* [Your instructions] Match the string "Church" against each line below, and copy every line that matches.

[Start of Attachment]

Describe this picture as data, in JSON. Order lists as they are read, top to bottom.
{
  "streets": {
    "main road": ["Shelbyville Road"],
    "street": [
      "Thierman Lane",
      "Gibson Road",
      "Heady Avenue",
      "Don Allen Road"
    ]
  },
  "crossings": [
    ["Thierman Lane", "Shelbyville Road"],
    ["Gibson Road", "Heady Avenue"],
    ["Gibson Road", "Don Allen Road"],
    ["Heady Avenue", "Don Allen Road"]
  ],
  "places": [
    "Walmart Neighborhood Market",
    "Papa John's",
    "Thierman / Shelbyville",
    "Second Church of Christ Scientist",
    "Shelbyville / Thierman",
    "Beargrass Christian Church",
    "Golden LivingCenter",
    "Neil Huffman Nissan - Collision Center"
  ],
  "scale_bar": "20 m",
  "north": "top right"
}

[End of Attachment]

* [Result of the exercise]
    "Second Church of Christ Scientist",
    "Beargrass Christian Church",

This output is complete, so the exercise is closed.